When you get that much flak from the public, you have to take it seriously. This isn’t to say some just ignore it, like Ben Affleck letting all the petitions roll off his back in trying to remove him from playing the role of Batman. When you have avid moviegoers attempting to create petitions to remove you from a role, you should probably take it seriously. Fortunately, Affleck isn’t playing a real person like he did in “Argo.” Most of the general public didn’t know Tony Mendez, hence giving a lucky break to Affleck in the biopic department.
Playing someone overly well known is becoming a much bigger issue in the world of biopics. And with plenty more biopics on the horizon about legendary people, you have to wonder how much scrutiny they’re going to get after years of many biopics taking more chances and not getting things accurate. For many, just capturing the essence of someone notable from history isn’t enough.
Should Actors Listen to Public Response First?
Some of the harsh lessons learned in not getting information correct came recently with “Grace of Monaco” with Nicole Kidman playing Princess Grace Kelly of Monaco. For whatever reason, the kids of Kelly didn’t gain access to the script beforehand to give any sense of approval or insight into what was the truth and what wasn’t. That’s a typical misstep of biopics in recent years where the excuse of art overrides any sense of accuracy. And it can make you sick in realizing just how inaccurate many biopics over the years are once you delve into the truths of a notable life. It renders some biopics almost unwatchable as a result.
Many biopics seem to assume that nobody’s read up on some of these lives and only know them on the surface from pop culture. “Grace of Monaco” seemed to take this idea, plus attempting to guess at what went on behind closed doors. The kids of Princess Grace blasted the film outright for being inaccurate in that approach, hence probably destroying chances for it to succeed even on Blu-ray after being pulled from theatrical release this last spring.
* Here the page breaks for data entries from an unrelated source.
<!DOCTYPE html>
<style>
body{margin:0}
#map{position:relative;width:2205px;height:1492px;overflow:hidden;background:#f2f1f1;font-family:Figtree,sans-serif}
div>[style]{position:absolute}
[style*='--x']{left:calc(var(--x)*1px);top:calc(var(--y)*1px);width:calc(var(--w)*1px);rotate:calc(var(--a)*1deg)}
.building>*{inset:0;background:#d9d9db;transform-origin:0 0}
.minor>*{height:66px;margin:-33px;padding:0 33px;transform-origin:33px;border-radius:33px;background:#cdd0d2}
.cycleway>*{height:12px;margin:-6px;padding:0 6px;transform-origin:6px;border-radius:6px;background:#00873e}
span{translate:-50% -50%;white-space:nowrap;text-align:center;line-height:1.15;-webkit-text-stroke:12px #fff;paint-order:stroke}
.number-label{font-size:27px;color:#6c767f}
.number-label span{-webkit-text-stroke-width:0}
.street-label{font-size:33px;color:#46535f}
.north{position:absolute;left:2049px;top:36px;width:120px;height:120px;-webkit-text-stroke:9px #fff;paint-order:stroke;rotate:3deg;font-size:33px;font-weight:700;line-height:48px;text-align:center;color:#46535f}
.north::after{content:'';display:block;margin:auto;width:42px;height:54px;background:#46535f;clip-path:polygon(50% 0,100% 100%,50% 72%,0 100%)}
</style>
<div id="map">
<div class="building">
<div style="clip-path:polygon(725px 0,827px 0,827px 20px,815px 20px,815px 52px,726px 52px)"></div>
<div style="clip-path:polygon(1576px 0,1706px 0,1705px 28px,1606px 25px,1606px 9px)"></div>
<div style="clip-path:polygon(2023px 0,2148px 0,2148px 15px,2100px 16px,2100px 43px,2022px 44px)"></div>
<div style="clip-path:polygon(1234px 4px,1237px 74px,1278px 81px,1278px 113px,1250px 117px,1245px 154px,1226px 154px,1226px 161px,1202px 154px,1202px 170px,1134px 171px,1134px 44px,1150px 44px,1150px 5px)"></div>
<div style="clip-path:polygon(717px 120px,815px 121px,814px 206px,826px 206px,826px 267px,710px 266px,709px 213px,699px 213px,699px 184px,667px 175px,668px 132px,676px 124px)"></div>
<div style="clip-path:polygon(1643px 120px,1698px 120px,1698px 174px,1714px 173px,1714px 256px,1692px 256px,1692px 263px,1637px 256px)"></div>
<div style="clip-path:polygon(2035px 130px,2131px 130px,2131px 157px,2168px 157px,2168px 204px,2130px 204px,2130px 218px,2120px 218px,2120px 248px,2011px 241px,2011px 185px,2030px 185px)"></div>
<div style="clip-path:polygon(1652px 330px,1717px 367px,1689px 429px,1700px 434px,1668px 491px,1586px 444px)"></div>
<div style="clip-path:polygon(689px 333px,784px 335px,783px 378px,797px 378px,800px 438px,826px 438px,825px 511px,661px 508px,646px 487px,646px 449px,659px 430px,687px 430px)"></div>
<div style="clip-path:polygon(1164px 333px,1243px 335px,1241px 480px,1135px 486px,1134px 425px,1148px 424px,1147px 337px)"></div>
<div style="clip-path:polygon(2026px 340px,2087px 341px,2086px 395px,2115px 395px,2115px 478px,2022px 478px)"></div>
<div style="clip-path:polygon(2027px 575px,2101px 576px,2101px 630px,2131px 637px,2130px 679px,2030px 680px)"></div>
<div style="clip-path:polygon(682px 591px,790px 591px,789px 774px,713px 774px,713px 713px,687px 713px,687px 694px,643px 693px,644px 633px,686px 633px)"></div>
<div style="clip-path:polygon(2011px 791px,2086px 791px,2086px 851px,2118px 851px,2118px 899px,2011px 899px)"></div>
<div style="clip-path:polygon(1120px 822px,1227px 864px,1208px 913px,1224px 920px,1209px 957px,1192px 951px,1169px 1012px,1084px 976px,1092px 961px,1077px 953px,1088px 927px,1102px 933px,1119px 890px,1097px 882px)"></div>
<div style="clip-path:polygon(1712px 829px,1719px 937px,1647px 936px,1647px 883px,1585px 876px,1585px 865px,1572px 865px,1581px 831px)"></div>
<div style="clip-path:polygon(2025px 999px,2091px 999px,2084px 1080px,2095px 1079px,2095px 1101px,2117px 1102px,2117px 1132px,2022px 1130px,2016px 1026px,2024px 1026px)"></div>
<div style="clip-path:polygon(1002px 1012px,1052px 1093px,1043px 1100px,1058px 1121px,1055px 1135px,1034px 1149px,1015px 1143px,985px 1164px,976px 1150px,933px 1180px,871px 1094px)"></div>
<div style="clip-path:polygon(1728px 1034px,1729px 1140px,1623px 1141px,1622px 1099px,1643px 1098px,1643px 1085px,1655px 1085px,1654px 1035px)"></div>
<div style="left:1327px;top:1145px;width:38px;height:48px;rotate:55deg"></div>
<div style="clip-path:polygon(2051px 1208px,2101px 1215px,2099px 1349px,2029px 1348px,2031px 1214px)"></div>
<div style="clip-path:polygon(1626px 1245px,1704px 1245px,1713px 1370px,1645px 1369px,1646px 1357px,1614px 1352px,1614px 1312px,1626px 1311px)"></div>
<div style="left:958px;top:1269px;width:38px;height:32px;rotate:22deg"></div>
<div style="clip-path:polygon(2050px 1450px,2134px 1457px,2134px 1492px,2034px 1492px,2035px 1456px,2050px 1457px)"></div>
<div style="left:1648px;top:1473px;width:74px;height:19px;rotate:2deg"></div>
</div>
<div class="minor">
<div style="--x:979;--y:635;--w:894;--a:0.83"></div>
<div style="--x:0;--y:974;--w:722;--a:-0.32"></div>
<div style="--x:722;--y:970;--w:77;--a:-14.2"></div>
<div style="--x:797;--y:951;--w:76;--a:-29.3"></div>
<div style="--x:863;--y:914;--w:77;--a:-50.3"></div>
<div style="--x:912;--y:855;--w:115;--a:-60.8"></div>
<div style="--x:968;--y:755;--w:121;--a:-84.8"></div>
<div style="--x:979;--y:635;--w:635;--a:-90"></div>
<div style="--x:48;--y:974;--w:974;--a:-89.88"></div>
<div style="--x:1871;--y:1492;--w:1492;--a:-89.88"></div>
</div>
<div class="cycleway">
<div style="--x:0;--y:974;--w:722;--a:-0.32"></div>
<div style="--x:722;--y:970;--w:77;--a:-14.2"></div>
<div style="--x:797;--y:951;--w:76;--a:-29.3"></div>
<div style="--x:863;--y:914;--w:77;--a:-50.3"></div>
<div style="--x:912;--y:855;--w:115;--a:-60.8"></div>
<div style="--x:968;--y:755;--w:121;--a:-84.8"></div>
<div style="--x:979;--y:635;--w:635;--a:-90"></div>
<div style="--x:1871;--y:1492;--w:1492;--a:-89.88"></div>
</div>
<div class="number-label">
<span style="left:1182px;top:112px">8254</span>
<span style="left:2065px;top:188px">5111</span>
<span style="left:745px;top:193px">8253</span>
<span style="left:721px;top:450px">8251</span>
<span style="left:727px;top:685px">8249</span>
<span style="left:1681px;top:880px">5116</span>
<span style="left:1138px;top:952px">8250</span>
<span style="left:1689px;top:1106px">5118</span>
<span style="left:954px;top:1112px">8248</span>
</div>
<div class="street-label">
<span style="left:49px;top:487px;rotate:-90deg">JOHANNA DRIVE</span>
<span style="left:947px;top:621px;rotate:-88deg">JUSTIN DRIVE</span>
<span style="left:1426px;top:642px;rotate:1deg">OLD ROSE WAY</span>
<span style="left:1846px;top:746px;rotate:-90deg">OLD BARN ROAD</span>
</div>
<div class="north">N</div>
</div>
What does that bode for the future of the biopic, especially in high profile projects about once ubiquitous figures?
Are Lesser-Known Figures Better for Biopics?
Just this year alone we’ll be getting several biopics on some of the most notable names in music history. “Get on Up” about James Brown will have Chadwick Boseman playing the Godfather of Soul. Also, a movie about Freddy Mercury will be out, plus upcoming projects about Whitney Houston and (in the works via Don Cheadle), Miles Davis.
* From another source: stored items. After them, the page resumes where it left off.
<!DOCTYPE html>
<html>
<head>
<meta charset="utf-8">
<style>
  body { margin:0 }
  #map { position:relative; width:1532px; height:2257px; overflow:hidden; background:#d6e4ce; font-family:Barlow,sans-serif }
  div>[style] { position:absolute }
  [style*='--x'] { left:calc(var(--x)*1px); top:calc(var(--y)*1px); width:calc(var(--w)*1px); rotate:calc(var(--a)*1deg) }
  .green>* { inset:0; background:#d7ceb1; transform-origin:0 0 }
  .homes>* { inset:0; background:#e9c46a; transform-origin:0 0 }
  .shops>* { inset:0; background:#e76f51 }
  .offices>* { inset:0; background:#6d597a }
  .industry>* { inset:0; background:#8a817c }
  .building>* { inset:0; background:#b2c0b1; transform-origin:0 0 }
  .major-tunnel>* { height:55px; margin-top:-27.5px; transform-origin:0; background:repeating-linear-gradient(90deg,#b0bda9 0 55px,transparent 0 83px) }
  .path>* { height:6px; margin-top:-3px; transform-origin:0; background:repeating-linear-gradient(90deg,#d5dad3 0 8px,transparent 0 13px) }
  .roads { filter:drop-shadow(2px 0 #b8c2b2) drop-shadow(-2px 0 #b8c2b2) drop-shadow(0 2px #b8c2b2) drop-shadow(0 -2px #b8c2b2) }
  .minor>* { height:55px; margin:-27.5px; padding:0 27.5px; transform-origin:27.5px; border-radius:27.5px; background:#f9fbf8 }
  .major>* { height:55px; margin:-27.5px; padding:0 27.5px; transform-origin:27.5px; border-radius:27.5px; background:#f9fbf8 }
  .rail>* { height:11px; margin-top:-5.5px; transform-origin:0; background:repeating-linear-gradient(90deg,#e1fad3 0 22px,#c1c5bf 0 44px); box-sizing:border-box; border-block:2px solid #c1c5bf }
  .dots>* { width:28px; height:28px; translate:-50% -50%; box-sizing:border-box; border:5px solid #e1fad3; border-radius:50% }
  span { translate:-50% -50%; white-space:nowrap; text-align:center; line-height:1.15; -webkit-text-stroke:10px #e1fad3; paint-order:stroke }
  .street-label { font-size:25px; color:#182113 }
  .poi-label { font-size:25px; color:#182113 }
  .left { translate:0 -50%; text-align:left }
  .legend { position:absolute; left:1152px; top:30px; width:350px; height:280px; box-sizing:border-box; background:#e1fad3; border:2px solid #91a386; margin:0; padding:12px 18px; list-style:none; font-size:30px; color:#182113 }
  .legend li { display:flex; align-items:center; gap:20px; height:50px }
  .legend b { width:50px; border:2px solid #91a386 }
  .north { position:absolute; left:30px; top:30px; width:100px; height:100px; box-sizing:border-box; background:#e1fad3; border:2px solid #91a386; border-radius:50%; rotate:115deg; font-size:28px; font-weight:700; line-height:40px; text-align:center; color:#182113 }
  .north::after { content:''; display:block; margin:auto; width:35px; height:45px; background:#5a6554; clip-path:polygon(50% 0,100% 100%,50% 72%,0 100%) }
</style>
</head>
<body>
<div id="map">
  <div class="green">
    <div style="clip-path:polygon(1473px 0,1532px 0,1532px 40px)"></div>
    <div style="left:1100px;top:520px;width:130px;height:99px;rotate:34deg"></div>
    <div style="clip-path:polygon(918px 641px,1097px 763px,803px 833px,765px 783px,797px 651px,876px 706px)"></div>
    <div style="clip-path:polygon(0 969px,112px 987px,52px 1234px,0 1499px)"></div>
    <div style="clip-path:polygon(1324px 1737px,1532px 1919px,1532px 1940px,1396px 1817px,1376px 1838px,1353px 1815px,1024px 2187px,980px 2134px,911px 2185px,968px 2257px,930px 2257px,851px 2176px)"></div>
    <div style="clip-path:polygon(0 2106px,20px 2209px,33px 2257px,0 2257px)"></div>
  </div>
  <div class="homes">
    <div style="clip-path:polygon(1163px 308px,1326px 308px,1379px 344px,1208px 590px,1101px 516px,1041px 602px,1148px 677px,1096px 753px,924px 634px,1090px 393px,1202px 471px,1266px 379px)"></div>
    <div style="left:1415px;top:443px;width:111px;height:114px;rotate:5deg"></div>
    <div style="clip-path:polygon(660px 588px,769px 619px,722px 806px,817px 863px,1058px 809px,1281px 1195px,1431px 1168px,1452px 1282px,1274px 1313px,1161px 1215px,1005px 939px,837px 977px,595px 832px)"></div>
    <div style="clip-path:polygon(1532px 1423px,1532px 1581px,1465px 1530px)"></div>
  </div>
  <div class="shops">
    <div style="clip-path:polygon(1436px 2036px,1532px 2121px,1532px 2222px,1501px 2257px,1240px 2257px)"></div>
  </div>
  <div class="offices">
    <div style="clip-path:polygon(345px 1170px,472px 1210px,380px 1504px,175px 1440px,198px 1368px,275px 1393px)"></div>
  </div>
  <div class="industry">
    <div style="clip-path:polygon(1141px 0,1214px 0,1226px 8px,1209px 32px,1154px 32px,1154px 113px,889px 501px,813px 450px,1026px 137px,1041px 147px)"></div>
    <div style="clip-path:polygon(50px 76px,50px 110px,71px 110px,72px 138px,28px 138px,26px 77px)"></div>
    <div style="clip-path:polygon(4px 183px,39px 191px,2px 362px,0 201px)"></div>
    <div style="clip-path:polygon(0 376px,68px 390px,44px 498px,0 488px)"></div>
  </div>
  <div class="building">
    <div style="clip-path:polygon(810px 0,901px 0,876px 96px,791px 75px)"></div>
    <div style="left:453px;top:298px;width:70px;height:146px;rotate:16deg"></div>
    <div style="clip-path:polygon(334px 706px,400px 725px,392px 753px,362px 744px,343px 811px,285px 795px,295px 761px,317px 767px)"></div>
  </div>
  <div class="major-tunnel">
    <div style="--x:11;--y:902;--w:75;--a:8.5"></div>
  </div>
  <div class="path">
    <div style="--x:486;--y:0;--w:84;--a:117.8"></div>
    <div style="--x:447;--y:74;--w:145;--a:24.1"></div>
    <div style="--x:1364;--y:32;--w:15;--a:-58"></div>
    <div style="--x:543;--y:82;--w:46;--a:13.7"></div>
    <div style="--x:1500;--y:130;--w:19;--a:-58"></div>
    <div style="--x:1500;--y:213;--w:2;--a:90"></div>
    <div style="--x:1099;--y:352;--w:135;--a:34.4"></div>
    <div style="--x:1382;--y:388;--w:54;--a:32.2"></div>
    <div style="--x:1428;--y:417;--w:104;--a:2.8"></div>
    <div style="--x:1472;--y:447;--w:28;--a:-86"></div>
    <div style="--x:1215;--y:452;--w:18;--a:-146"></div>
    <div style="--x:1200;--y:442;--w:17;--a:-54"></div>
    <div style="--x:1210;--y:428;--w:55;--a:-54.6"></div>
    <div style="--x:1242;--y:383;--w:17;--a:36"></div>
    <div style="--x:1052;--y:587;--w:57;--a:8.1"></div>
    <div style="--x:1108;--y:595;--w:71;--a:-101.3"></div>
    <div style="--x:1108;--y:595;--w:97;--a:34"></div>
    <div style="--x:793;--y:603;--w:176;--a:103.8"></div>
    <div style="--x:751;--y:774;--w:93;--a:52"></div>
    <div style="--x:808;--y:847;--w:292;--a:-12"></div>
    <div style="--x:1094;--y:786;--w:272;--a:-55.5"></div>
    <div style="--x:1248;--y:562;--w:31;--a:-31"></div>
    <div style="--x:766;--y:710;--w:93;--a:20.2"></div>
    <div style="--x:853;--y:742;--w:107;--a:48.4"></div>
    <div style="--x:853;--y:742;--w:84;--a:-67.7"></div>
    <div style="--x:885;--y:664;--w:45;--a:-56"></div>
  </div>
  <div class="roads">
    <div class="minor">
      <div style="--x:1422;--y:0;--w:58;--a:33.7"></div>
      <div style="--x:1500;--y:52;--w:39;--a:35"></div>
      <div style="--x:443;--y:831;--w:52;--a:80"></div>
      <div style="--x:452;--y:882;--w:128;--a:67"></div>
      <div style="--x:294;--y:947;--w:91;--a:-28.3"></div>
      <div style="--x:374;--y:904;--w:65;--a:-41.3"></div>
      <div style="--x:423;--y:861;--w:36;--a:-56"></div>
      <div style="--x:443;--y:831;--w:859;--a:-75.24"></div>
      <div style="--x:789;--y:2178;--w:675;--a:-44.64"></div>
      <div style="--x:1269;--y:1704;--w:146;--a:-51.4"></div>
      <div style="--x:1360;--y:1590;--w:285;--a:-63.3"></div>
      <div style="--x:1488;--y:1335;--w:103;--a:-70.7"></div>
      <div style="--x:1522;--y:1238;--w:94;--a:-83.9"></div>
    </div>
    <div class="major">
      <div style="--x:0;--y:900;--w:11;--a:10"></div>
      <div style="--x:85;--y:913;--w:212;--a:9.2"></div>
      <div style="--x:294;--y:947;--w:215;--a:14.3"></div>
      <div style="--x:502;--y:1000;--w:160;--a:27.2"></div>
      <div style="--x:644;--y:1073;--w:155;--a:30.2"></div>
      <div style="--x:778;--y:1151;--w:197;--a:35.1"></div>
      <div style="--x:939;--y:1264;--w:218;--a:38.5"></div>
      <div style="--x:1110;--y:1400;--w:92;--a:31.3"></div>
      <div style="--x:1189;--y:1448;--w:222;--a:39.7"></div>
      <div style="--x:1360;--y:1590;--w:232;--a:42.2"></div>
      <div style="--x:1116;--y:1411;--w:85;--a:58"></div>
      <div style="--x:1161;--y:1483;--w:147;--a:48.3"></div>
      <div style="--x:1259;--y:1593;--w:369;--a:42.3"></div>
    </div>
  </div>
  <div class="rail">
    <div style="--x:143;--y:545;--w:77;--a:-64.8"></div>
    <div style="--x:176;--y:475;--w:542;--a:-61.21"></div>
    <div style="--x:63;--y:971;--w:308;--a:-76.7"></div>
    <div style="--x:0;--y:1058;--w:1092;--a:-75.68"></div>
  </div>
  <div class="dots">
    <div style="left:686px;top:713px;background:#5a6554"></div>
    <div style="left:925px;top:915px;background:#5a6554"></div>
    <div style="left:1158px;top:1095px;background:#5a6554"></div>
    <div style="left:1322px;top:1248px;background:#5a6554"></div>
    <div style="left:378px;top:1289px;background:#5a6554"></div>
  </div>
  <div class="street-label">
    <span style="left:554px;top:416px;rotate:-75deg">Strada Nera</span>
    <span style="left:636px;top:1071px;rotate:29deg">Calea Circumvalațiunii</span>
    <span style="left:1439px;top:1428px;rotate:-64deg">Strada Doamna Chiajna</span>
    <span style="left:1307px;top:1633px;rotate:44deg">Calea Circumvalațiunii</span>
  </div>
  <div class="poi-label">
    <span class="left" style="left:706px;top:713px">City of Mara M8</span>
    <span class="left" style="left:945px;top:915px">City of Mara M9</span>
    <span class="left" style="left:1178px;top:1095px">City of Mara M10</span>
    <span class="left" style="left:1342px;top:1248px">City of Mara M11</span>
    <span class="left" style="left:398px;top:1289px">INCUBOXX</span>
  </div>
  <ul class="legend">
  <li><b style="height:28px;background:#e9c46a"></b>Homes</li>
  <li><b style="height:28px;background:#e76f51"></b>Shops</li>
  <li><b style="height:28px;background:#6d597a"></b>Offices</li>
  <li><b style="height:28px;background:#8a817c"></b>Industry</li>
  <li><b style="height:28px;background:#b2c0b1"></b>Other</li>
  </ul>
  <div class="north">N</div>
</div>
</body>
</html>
All of the above arguably should have had public input on who’s suitable to play those figures considering those legends influenced music and the public in large degrees. The public should also be privy to what the basic approach will be and whether it’s going to be based on facts or fictionalized accounts. While scripts have to be kept secret, letting the public know basically what to expect can help the producers figure out what the public will really warm to.
It may have to be the new approach to biopics as the whole genre falls under more scrutiny lately in falling under the traps of using old biopic stereotypes. For some, it’s not enough to look at a real life as an artistic vision when we want more clarity in history to help understand it better.
Part of the way toward fixing this may be in taking on lives we don’t know all that much about. Alan Turing, for instance, isn’t a household name, even if he should be. With Turing the (grand)father of artificial intelligence, Benedict Cumberbatch will be playing him in a movie this year called “The Imitation Game.” Also, movies on wrestling coach turned murderer John du Pont (played in a naturalistic way by Steve Carell) will be an example of someone we don’t know all that well being more open to interpretation.
Hollywood may go that way more often so they don’t have to face such overwhelming response as fans of Aaliyah did with Zendaya. When there’s a fanbase protecting a household name years after they die, it’s going to be a chorus that hopefully changes biopics to being more accurate if we continue to artistically depict the legends.